Но после приватной беседы с Черным, касавшейся вопросов греха и несдержанного поведения мадам Лупкиной, Цейтлина в компании графини-американки Лорис в 3.30 покинула апартаменты Черного и поехала на Мариинскую площадь, в «Асторию», на ландо Цейтлиных. Обе выглядели захмелевшими.
Они посетили ночной клуб «Аквариум», потом апартаменты ротмистра Двинского, карточного шулера и спекулянта, где… заказали шампанского… так-так… уехали в 5.30. На Цейтлиной были порванные чулки, а одежда помята. Шофер доставил ее в резиденцию Цейтлиных на Большой Морской, а потом отвез американку в квартиру супруга на Миллионной…»
— Но… она обо мне не сказала ни слова. Саган покачал головой.
— Зато ее американская подруга была более разговорчивой. Вашему отцу повезло больше. Однако, — он поднял палец, заметив на ее лице ожидание, — вы останетесь здесь. Поймите, я вам делаю одолжение. Если бы я вас выпустил, это подорвало бы к вам доверие среди ваших друзей-революционеров.
— Не говорите ерунды.
— Если я выпущу вас прямо сейчас, они решат, что вы стали агентом охранки, и придется им исключить вас из своих рядов. Не думаю, что к вам проявят снисхождение из-за возраста. Их этим не проймешь. Или они могут прийти к выводу, что ваши родители побежали к Распутину или Андроникову и выкупили вас. Они подумают — и будут совершенно правы, по-моему, — что вы просто избалованная авантюристка. Поэтому я окажу вам услугу, если сошлю на пять лет в Сибирь.

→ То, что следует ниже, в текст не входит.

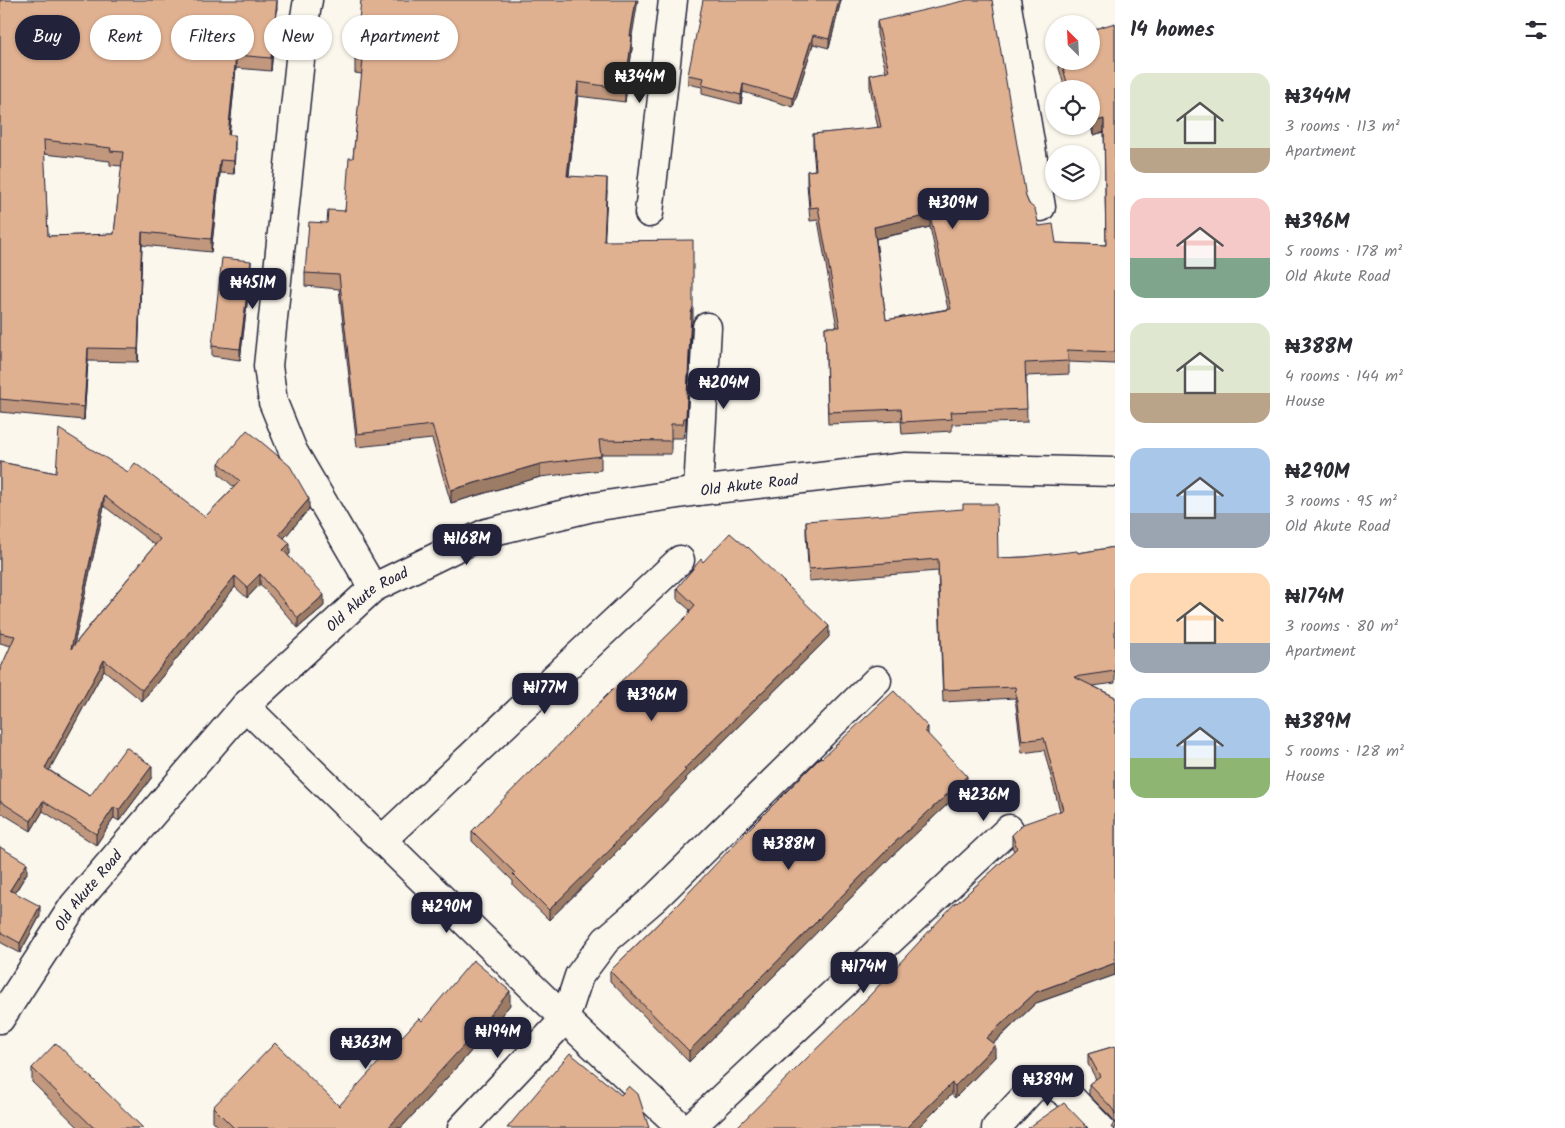 <!DOCTYPE html>
<html lang="en">
<head>
<meta charset="utf-8">
<style>
	:root { --surface:#fff; --page:#f7f7f7; --text:#2b2b33; --muted:#7c7c81; --accent:#22223b }
	body { margin:0; font-family:Kalam,sans-serif; background:var(--page); color:var(--text); height:100vh; display:flex; flex-direction:column; font-size:19px; white-space:nowrap }
	* { box-sizing:border-box; margin:0 }
	p { font-size:16px; color:var(--muted) }
	.icon { flex:none; width:28px; height:28px; fill:none; stroke:currentColor; stroke-width:2; stroke-linecap:round; stroke-linejoin:round }
	.map { position:relative; flex:1; overflow:hidden }
	.drawer { display:flex; flex-direction:column; background:var(--surface); width:450px }
	.drawer>* { flex:none }
	.guide { position:absolute; left:15px; top:15px; width:475px; height:45px; display:flex; gap:10px }
	.needle { width:32px; rotate:336deg }
	.fabs { position:absolute; left:1045px; top:15px; display:grid; gap:10px }
	.fabs a { display:grid; place-items:center; width:55px; height:55px; border-radius:50%; background:var(--surface); box-shadow:0 1px 4px #0004; font-size:25px }
	.price { position:absolute; translate:-50% -42px; padding:0 11px; border-radius:10px; background:var(--accent); color:#fff; font-size:16px; line-height:32px; filter:drop-shadow(0 1px 2px #0008) }
	.price::after { content:''; position:absolute; left:50%; top:30px; width:15px; height:11px; margin-left:-8px; background:inherit; clip-path:polygon(0 0,100% 0,50% 100%) }
	.price.on { background:#222; color:#fff }
	ul { padding:0; list-style:none }
	li { display:flex; align-items:center; gap:15px; height:125px; padding:0 15px }
	li span { display:grid; place-items:center; flex:none; width:140px; height:100px; border-radius:15px; color:#555 }
	li>.icon { margin-inline-start:auto }
	span .icon { width:60px; height:60px; fill:#fffc; stroke-width:1 }
	li b { font-size:21px }
	h2 { display:flex; justify-content:space-between; align-items:center; height:60px; padding:0 15px; font-size:21px }
	.pill { padding:0 18px; border-radius:22px; background:var(--surface); box-shadow:0 1px 4px #0004; font-size:18px; line-height:45px }
	.pill.on { background:var(--accent); color:#fff }
	main { display:flex; flex:1; min-height:0 }
	.map>svg:first-child { display:block }
	.lines { fill:none; stroke-linecap:round; stroke-linejoin:round }
	.minor-casing { stroke:#22223b; stroke-width:31 }
	.tertiary-casing { stroke:#22223b; stroke-width:31 }
	.minor { stroke:#fbf7ec; stroke-width:28 }
	.tertiary { stroke:#fbf7ec; stroke-width:28 }
	.wall { fill:#c1987d; stroke:#22223b; fill-rule:evenodd }
	.shaded-wall { fill:#9d7c66; stroke:#22223b }
	.building { fill:#e0b191; stroke:#22223b; fill-rule:evenodd }
	.labels { text-anchor:middle; stroke-width:4.5; stroke-linejoin:round; paint-order:stroke }
	.street-label { font-size:15px; fill:#22223b; stroke:#fbf7ec }
</style>
</head>
<body>
<main>
<div class="map">
<svg width="1115" height="1128" viewBox="0 0 1115 1128">
	<rect width="100%" height="100%" fill="#fbf7ec"/>
	<filter id="ink" filterUnits="userSpaceOnUse"><feTurbulence type="fractalNoise" baseFrequency=".02" numOctaves="2"/><feDisplacementMap in="SourceGraphic" scale="10" xChannelSelector="R" yChannelSelector="G"/><feConvolveMatrix kernelMatrix="1 2 1 2 8 2 1 2 1" color-interpolation-filters="sRGB"/></filter>
	<g filter="url(#ink)">
		<g class="lines">
			<g class="minor-casing">
				<path id="minor" d="M 308,0 L 304,22 L 268,366 L 273,402 L 293,451 L 373,588
					M 1006,0 L 1041,207
					M 649,213 L 673,0
					M 698,491 L 707,327
					M 245,706 L 565,1019 L 682,1128
					M 382,840 L 680,560
					M 462,1128 L 565,1019 L 579,976 L 606,940 L 655,898 L 877,680
					M 690,1128 L 1009,829
					M 996,1128 L 1034,1087 L 1052,1084 L 1066,1093 L 1100,1128"/>
			</g>
			<g class="tertiary-casing">
				<g id="tertiary">
					<path id="s1" d="M 0,1019 L 74,905 L 245,706 L 373,588 L 486,533 L 593,507 L 698,491 L 906,467 L 1115,472"/>
				</g>
			</g>
			<use href="#minor" class="minor"/>
			<use href="#tertiary" class="tertiary"/>
		</g>
		<path class="wall" d="M 0,0 L 277,11 L 271,71 L 236,68 L 229,135 L 235,149 L 234,174 L 220,173 L 211,252 L 142,245 L 138,362 L 88,361 L 84,420 L 0,412 ZM 44,154 L 110,161 L 110,165 L 122,166 L 114,234 L 48,236 Z
			M 841,0 L 829,48 L 813,44 L 793,107 L 743,92 L 741,104 L 702,94 L 702,87 L 688,84 L 688,75 Z
			M 877,21 L 1026,197 L 1039,226 L 1056,243 L 1106,245 L 1104,132 L 1093,135 L 1091,126 L 1091,89 L 1065,89 L 1057,61 L 1091,61 L 1115,23 L 1115,364 L 1069,362 L 1069,374 L 1026,376 L 1027,422 L 952,424 L 952,431 L 902,434 L 901,421 L 828,424 L 825,327 L 837,327 L 818,220 L 810,221 L 807,184 L 807,171 L 815,170 L 813,147 L 813,134 L 878,128 L 870,87 L 870,75 L 886,72 L 877,34 ZM 930,227 L 948,309 L 886,320 L 876,239 Z
			M 632,36 L 632,49 L 625,102 L 578,96 L 569,176 L 607,191 L 604,241 L 693,320 L 691,326 L 686,431 L 684,431 L 683,438 L 671,438 L 671,454 L 601,454 L 601,470 L 540,477 L 451,503 L 432,439 L 357,447 L 339,289 L 305,286 L 305,273 L 327,223 L 345,211 L 353,158 L 362,74 L 355,73 L 355,60 Z
			M 251,272 L 240,360 L 212,356 L 212,346 Z
			M 0,462 L 56,473 L 128,472 L 205,517 L 234,487 L 219,474 L 219,463 L 309,509 L 284,538 L 290,554 L 288,555 L 324,606 L 298,628 L 260,584 L 247,598 L 235,587 L 142,701 L 104,670 L 49,770 L 90,796 L 152,777 L 119,821 L 114,818 L 96,845 L 43,811 L 31,831 L 0,812 L 0,670 L 11,646 L 0,643 ZM 104,506 L 155,545 L 74,645 Z
			M 806,521 L 998,558 L 1025,557 L 1078,553 L 1115,547 L 1115,683 L 1093,686 L 1115,697 L 1115,975 L 1036,1003 L 993,1044 L 995,1057 L 955,1098 L 859,1007 L 957,903 L 1014,851 L 1012,847 L 1012,835 L 1060,811 L 1044,750 L 1022,753 L 1015,698 L 943,702 L 938,571 L 809,581 L 806,533 Z
			M 703,562 L 829,637 L 686,778 L 686,781 L 614,854 L 614,856 L 549,920 L 513,885 L 513,881 L 472,841 L 472,831 L 539,765 L 689,614 L 689,612 L 690,610 L 677,599 L 677,588 Z
			M 928,735 L 967,786 L 892,856 L 689,1062 L 610,981 L 610,971 L 678,904 L 822,758 Z
			M 0,847 L 27,873 L 15,893 L 40,916 L 20,953 L 0,942 Z
			M 510,1005 L 465,1058 L 401,1128 L 220,1128 L 213,1121 L 213,1107 L 339,1106 L 422,1021 Z
			M 1115,1046 L 1115,1128 L 1114,1123 L 1111,1117 L 1089,1095 L 1089,1084 L 1096,1079 L 1088,1064 L 1088,1054 Z
			M 32,1068 L 143,1128 L 79,1128 L 32,1082 Z"/>
		<path class="shaded-wall" d="M 277,0 L 277,11 L 271,71 L 271,58 Z
			M 636,0 L 638,0 L 632,36 L 630,36 Z
			M 839,0 L 841,0 L 829,48 L 829,39 Z
			M 813,35 L 813,44 L 793,107 L 793,98 Z
			M 632,36 L 632,49 L 625,102 L 625,89 Z
			M 236,55 L 236,68 L 228,148 L 228,135 Z
			M 578,82 L 578,96 L 567,189 L 567,176 Z
			M 1082,82 L 1082,89 L 1068,89 L 1068,86 Z
			M 743,84 L 743,92 L 741,104 L 741,95 Z
			M 1104,119 L 1104,132 L 1093,135 L 1093,122 Z
			M 235,135 L 235,149 L 234,174 L 234,161 Z
			M 220,160 L 220,173 L 211,252 L 211,239 Z
			M 607,178 L 607,191 L 604,254 L 604,241 Z
			M 930,215 L 930,227 L 874,239 L 874,227 Z
			M 142,232 L 142,245 L 138,362 L 138,349 Z
			M 251,261 L 251,272 L 240,360 L 240,349 Z
			M 693,307 L 693,320 L 691,326 L 686,431 L 686,418 L 691,313 Z
			M 88,348 L 88,361 L 84,420 L 84,407 Z
			M 540,464 L 540,477 L 451,503 L 451,490 Z
			M 104,496 L 104,506 L 71,659 L 71,649 Z
			M 309,499 L 309,509 L 279,544 L 279,534 Z
			M 290,543 L 290,554 L 283,560 L 283,550 Z
			M 260,574 L 260,584 L 247,598 L 247,587 Z
			M 235,576 L 235,587 L 142,701 L 142,690 Z
			M 324,595 L 324,606 L 298,628 L 298,618 Z
			M 829,626 L 829,637 L 686,778 L 686,781 L 614,854 L 614,856 L 549,920 L 549,910 L 613,845 L 684,769 Z
			M 104,660 L 104,670 L 45,778 L 45,768 Z
			M 928,727 L 928,738 L 925,731 Z
			M 152,766 L 152,777 L 119,821 L 119,810 Z
			M 967,776 L 967,786 L 892,856 L 689,1062 L 689,1051 L 892,845 Z
			M 43,801 L 43,811 L 31,831 L 31,821 Z
			M 114,807 L 114,818 L 96,845 L 96,834 Z
			M 27,863 L 27,873 L 10,900 L 10,890 Z
			M 40,906 L 40,916 L 20,953 L 20,943 Z
			M 1115,963 L 1115,975 L 1036,1003 L 986,1050 L 986,1038 L 1036,992 Z
			M 510,991 L 510,1005 L 465,1058 L 401,1128 L 388,1128 Z
			M 995,1045 L 995,1057 L 955,1098 L 955,1086 Z
			M 952,1083 L 952,1094 L 918,1128 L 906,1128 Z"/>
		<path class="building" d="M 0,0 L 277,0 L 271,58 L 236,55 L 228,135 L 235,135 L 234,161 L 220,160 L 211,239 L 142,232 L 138,349 L 88,348 L 84,407 L 0,399 ZM 44,140 L 111,148 L 110,151 L 123,152 L 114,234 L 48,236 Z
			M 361,0 L 636,0 L 630,36 L 632,36 L 625,89 L 578,82 L 567,176 L 607,178 L 604,241 L 693,240 L 693,307 L 691,313 L 686,418 L 684,418 L 683,424 L 671,424 L 671,441 L 599,440 L 601,456 L 540,464 L 451,490 L 432,425 L 357,434 L 339,275 L 305,273 L 309,222 L 327,223 L 328,210 L 345,211 L 349,158 L 353,158 L 363,60 L 355,60 Z
			M 703,0 L 839,0 L 829,39 L 813,35 L 793,98 L 743,84 L 741,95 L 702,85 L 704,78 L 688,75 Z
			M 968,0 L 992,0 L 1026,197 L 1029,204 L 1035,209 L 1039,226 L 1053,224 L 1056,243 L 1106,245 L 1104,119 L 1093,122 L 1091,115 L 1091,89 L 1084,89 L 1082,82 L 1068,86 L 1061,61 L 1091,61 L 1091,30 L 1115,23 L 1115,352 L 1067,350 L 1069,361 L 1025,363 L 1027,409 L 951,412 L 952,419 L 902,422 L 901,409 L 828,412 L 825,327 L 840,327 L 818,207 L 810,208 L 807,171 L 816,170 L 813,134 L 881,127 L 870,75 L 889,71 L 877,21 ZM 930,215 L 951,309 L 886,320 L 874,227 Z
			M 222,258 L 251,261 L 240,349 L 212,346 Z
			M 59,429 L 128,472 L 135,463 L 205,517 L 240,481 L 219,463 L 247,430 L 290,466 L 309,499 L 279,534 L 290,543 L 283,550 L 324,595 L 298,618 L 260,574 L 247,587 L 235,576 L 142,690 L 104,660 L 45,768 L 90,796 L 126,747 L 152,766 L 119,810 L 114,807 L 96,834 L 43,801 L 31,821 L 0,801 L 0,670 L 15,636 L 0,633 L 0,462 L 56,473 ZM 104,496 L 160,539 L 71,649 Z
			M 963,504 L 997,504 L 998,558 L 1025,557 L 1077,551 L 1078,553 L 1115,547 L 1115,671 L 1074,677 L 1115,697 L 1115,963 L 1036,992 L 986,1038 L 995,1045 L 955,1086 L 952,1083 L 906,1128 L 736,1128 L 859,1007 L 956,902 L 957,903 L 1017,848 L 1012,835 L 1023,824 L 1063,810 L 1044,738 L 1022,741 L 1015,687 L 943,690 L 938,559 L 809,569 L 806,521 L 963,509 Z
			M 730,533 L 747,548 L 748,547 L 829,626 L 684,769 L 686,770 L 613,845 L 614,846 L 549,910 L 513,874 L 515,873 L 472,831 L 538,764 L 539,765 L 608,694 L 690,613 L 689,612 L 695,605 L 677,588 L 701,559 L 703,562 Z
			M 894,691 L 928,727 L 925,731 L 967,776 L 892,845 L 689,1051 L 610,971 L 678,904 L 745,833 L 821,757 L 822,758 Z
			M 0,847 L 27,863 L 10,890 L 40,906 L 20,943 L 0,932 Z
			M 473,960 L 510,991 L 465,1044 L 388,1128 L 234,1128 L 213,1107 L 275,1043 L 339,1106 L 419,1018 L 422,1021 Z
			M 56,1043 L 143,1128 L 94,1128 L 32,1068 Z
			M 1115,1046 L 1115,1115 L 1115,1113 L 1111,1107 L 1089,1084 L 1100,1076 L 1088,1054 Z
			M 570,1053 L 621,1095 L 629,1086 L 638,1094 L 649,1128 L 507,1128 Z
			M 1064,1103 L 1088,1128 L 1028,1128 Z
			M 1115,1121 L 1115,1128 L 1111,1128 Z"/>
	</g>
	<g class="labels">
		<g class="street-label">
			<text dy="5" stroke="none"><textPath href="#s1" startOffset="966">Old Akute Road</textPath></text>
			<text dy="5" stroke="none"><textPath href="#s1" startOffset="561">Old Akute Road</textPath></text>
			<text dy="5" stroke="none"><textPath href="#s1" startOffset="156">Old Akute Road</textPath></text>
		</g>
	</g>
</svg>
<div class="fabs">
<a><svg class="needle" viewBox="-14 -14 28 28"><path d="M0-13l5 13h-10z" fill="#e53935"/><path d="M0 13l5-13h-10z" fill="#7c7c81"/></svg></a>
<a><svg class="icon" aria-label="locate" viewBox="0 0 24 24"><circle cx="12" cy="12" r="6"/><path d="M12 2v4M12 18v4M2 12h4M18 12h4"/></svg></a>
<a><svg class="icon" aria-label="layers" viewBox="0 0 24 24"><path d="M12 4l9 5-9 5-9-5zM3 14l9 5 9-5"/></svg></a>
</div>
<b class="price on" style="left:640px;top:104px">₦344M</b>
<b class="price" style="left:953px;top:230px">₦309M</b>
<b class="price" style="left:253px;top:310px">₦451M</b>
<b class="price" style="left:724px;top:410px">₦204M</b>
<b class="price" style="left:467px;top:566px">₦168M</b>
<b class="price" style="left:545px;top:715px">₦177M</b>
<b class="price" style="left:652px;top:722px">₦396M</b>
<b class="price" style="left:984px;top:822px">₦236M</b>
<b class="price" style="left:789px;top:871px">₦388M</b>
<b class="price" style="left:447px;top:934px">₦290M</b>
<b class="price" style="left:864px;top:994px">₦174M</b>
<b class="price" style="left:498px;top:1059px">₦194M</b>
<b class="price" style="left:366px;top:1070px">₦363M</b>
<b class="price" style="left:1048px;top:1107px">₦389M</b>
<div class="guide">
<a class="pill on">Buy</a>
<a class="pill">Rent</a>
<a class="pill">Filters</a>
<a class="pill">New</a>
<a class="pill">Apartment</a>
</div>
</div>
<section class="drawer">
<h2>14 homes<svg class="icon" aria-label="filters" viewBox="0 0 24 24"><path d="M4 7h16M4 17h16"/><circle cx="9" cy="7" r="2"/><circle cx="15" cy="17" r="2"/></svg></h2>
<ul>
<li><span style="background:linear-gradient(#dfe7d0 75%,#b9a48a 0)"><svg class="icon" aria-label="home" viewBox="0 0 24 24"><path d="M3 11l9-7 9 7M6 9v11h12V9"/></svg></span><div><b>₦344M</b><p>3 rooms · 113 m²</p><p>Apartment</p></div></li>
<li><span style="background:linear-gradient(#f6c9c9 60%,#7fa58c 0)"><svg class="icon" aria-label="home" viewBox="0 0 24 24"><path d="M3 11l9-7 9 7M6 9v11h12V9"/></svg></span><div><b>₦396M</b><p>5 rooms · 178 m²</p><p>Old Akute Road</p></div></li>
<li><span style="background:linear-gradient(#dfe7d0 70%,#b9a48a 0)"><svg class="icon" aria-label="home" viewBox="0 0 24 24"><path d="M3 11l9-7 9 7M6 9v11h12V9"/></svg></span><div><b>₦388M</b><p>4 rooms · 144 m²</p><p>House</p></div></li>
<li><span style="background:linear-gradient(#a9c7e8 65%,#9aa5b1 0)"><svg class="icon" aria-label="home" viewBox="0 0 24 24"><path d="M3 11l9-7 9 7M6 9v11h12V9"/></svg></span><div><b>₦290M</b><p>3 rooms · 95 m²</p><p>Old Akute Road</p></div></li>
<li><span style="background:linear-gradient(#ffd9b3 70%,#9aa5b1 0)"><svg class="icon" aria-label="home" viewBox="0 0 24 24"><path d="M3 11l9-7 9 7M6 9v11h12V9"/></svg></span><div><b>₦174M</b><p>3 rooms · 80 m²</p><p>Apartment</p></div></li>
<li><span style="background:linear-gradient(#a9c7e8 60%,#8fb573 0)"><svg class="icon" aria-label="home" viewBox="0 0 24 24"><path d="M3 11l9-7 9 7M6 9v11h12V9"/></svg></span><div><b>₦389M</b><p>5 rooms · 128 m²</p><p>House</p></div></li>
</ul>
</section>
</main>
</body>
</html>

Он увидел, как румянец залил ее шею, как вспыхнули щеки, запылали виски. Он с удовольствием отметил, что Сашенька испугалась.
— Это была бы для меня высокая честь. «Режь меня, жги меня: я тверда; не боюсь ни ножа, ни огня», — процитировала она слова Земфиры из «Цыган» Пушкина. — Кроме того, я убегу. Все бегут.
— Оттуда не сбежишь… Земфира. Вы, скорее, там умрете. И вас похоронят чужие люди в безымянной могиле в тайге. Вы никогда не совершите никаких переворотов, никогда не выйдете замуж, у вас никогда не будет детей. Само ваше пребывание на этой земле — пустая трата времени, денег и нервов ваших родных.
Он увидел, как дрожь прошла по всему ее телу, и решил затянуть паузу.
— Чего вы от меня хотите? — спросила она дрожащим от волнения голосом.
— Поговорить. Просто поговорить, — ответил Саган.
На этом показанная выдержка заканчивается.